Garen Karnikian
Garen Karnikian (he/him) is a queer first generation Armenian-American and a third year student in the Integral Counseling Psychology master's program at the California Institute of Integral Studies. Before starting his practicum at Queer LifeSpace, he volunteered as a crisis counselor at the San Francisco Suicide Prevention, and has experience working with suicidality, grief & loss, loneliness and substance use.
Garen takes an integrative approach, combining Western psychotherapy with Buddhist-based mindfulness practices. He believes that symptoms (including anxiety, depression, substance
use, poor concentration, etc) are adaptive responses to difficult, often traumatizing circumstances. At one point in our lives, these responses were highly intelligent, yet we now recognize the pain they cause us. He works relationally, hoping to forge a strong, collaborative and secure relationship with his clients, using a trauma-informed somatic lens.

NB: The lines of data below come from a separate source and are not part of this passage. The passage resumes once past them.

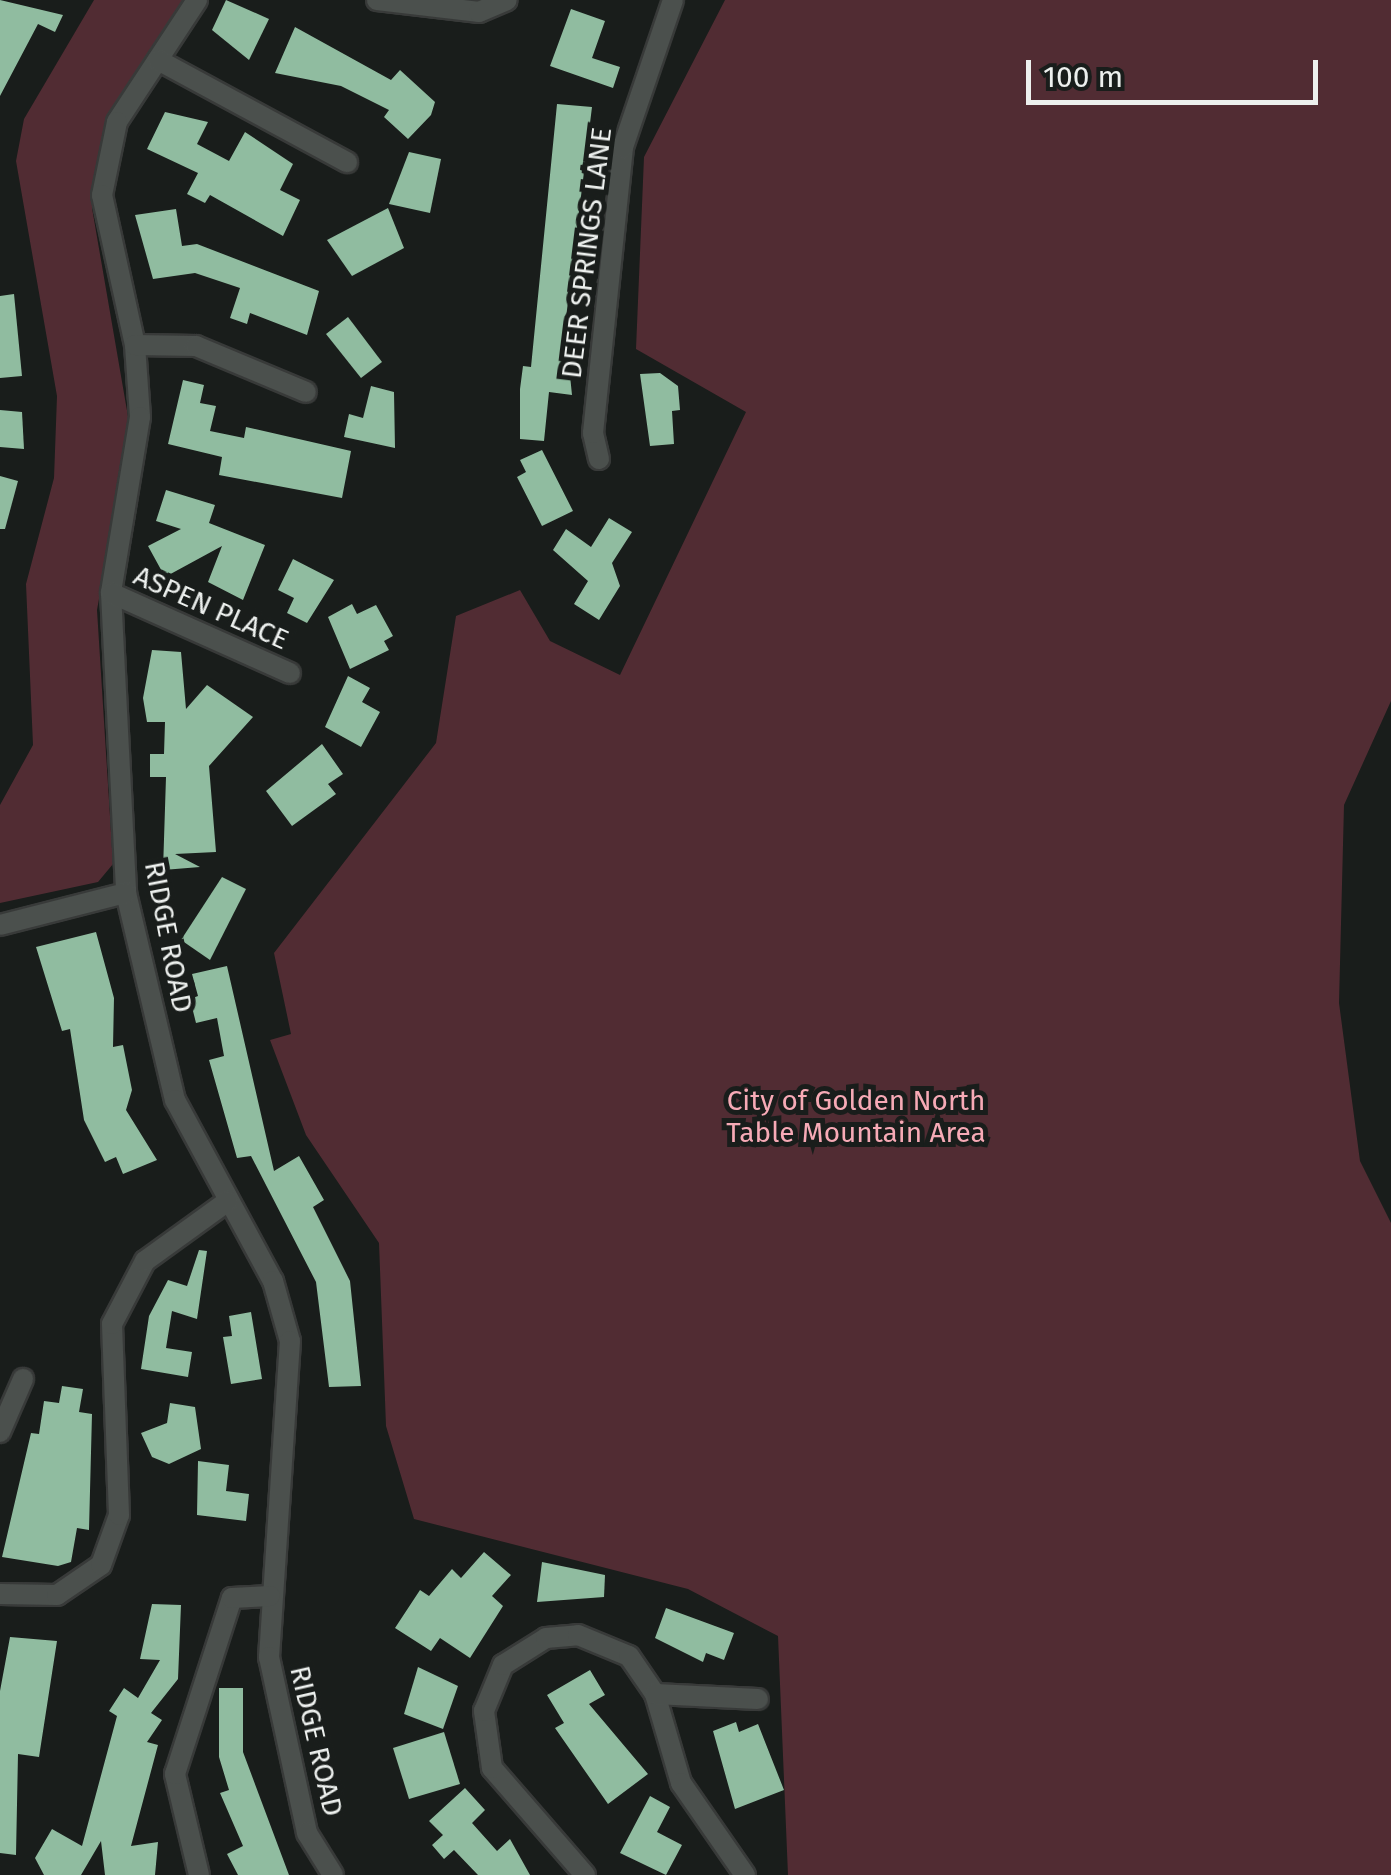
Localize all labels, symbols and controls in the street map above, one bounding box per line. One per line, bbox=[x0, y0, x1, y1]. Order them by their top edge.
scale bar bbox=[1031, 40, 1324, 102]
text: 100 m bbox=[1043, 59, 1123, 95]
street label: DEER SPRINGS LANE bbox=[555, 126, 619, 380]
street label: ASPEN PLACE bbox=[128, 559, 294, 657]
street label: RIDGE ROAD bbox=[137, 859, 199, 1015]
park label: City of Golden North Table Mountain Area bbox=[726, 1084, 986, 1150]
street label: RIDGE ROAD bbox=[282, 1663, 350, 1819]

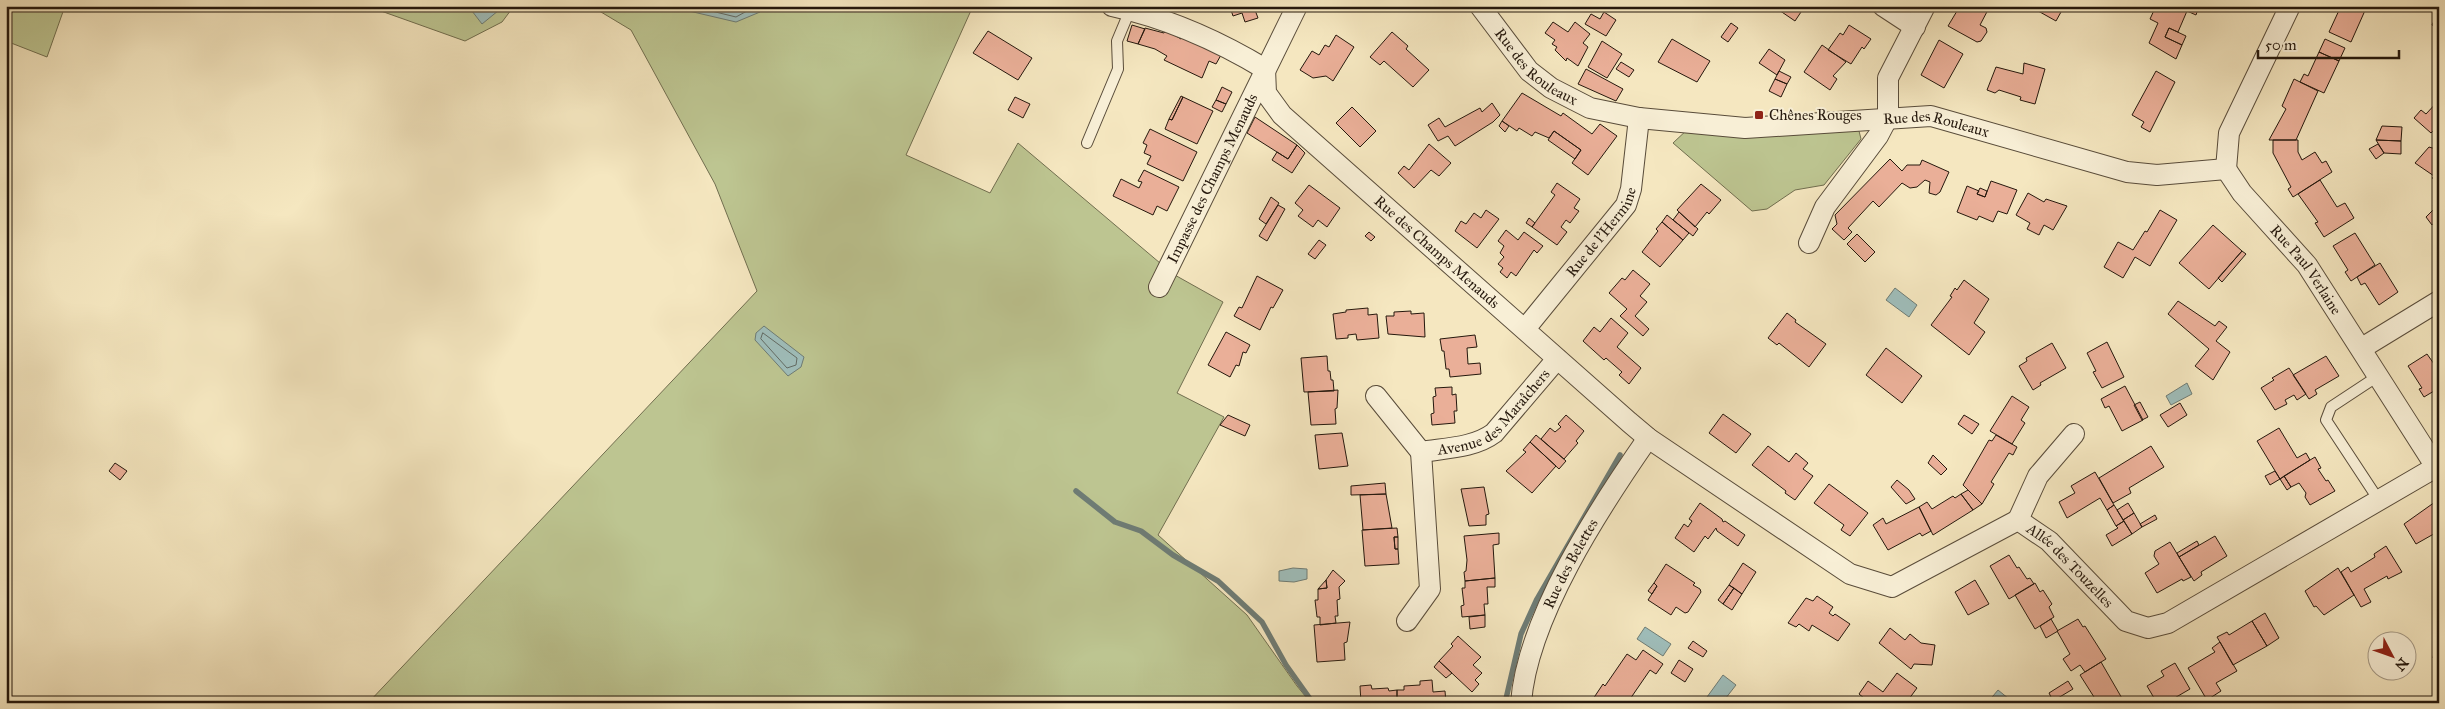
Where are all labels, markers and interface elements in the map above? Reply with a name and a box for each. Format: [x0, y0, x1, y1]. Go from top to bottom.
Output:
street label: Rue des Rouleaux [1491, 25, 1581, 109]
scale bar [2258, 28, 2399, 60]
text: 50 m [2265, 36, 2297, 54]
street label: Impasse des Champs Menauds [1163, 91, 1262, 266]
place label: Chênes Rouges [1769, 106, 1862, 124]
street label: Rue des Rouleaux [1883, 107, 1991, 141]
marker: Chênes Rouges [1753, 109, 1765, 121]
street label: Rue de l'Hermine [1562, 185, 1640, 281]
street label: Rue des Champs Menauds [1371, 192, 1503, 312]
street label: Rue Paul Verlaine [2266, 221, 2345, 318]
street label: Avenue des Maraîchers [1436, 365, 1554, 459]
street label: Rue des Belettes [1539, 515, 1602, 611]
street label: Allée des Touzelles [2022, 519, 2117, 611]
north arrow [2368, 632, 2418, 682]
text: N [2391, 654, 2412, 674]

Garen's queerness in the context of a conservative, insular Middle Eastern culture provides him with a unique lens of the outsider and the insider, simultaneously. He believes that living in divergent cultures can help us foster compassion for parts of ourselves that are rejected and invalidated by our communities and societies. His research focuses on intergenerational trauma and the importance of ancestral grief work. Garen works with all clients, specializing in immigrants, refugees, first generation folks and those living with disabilities, visible or invisible.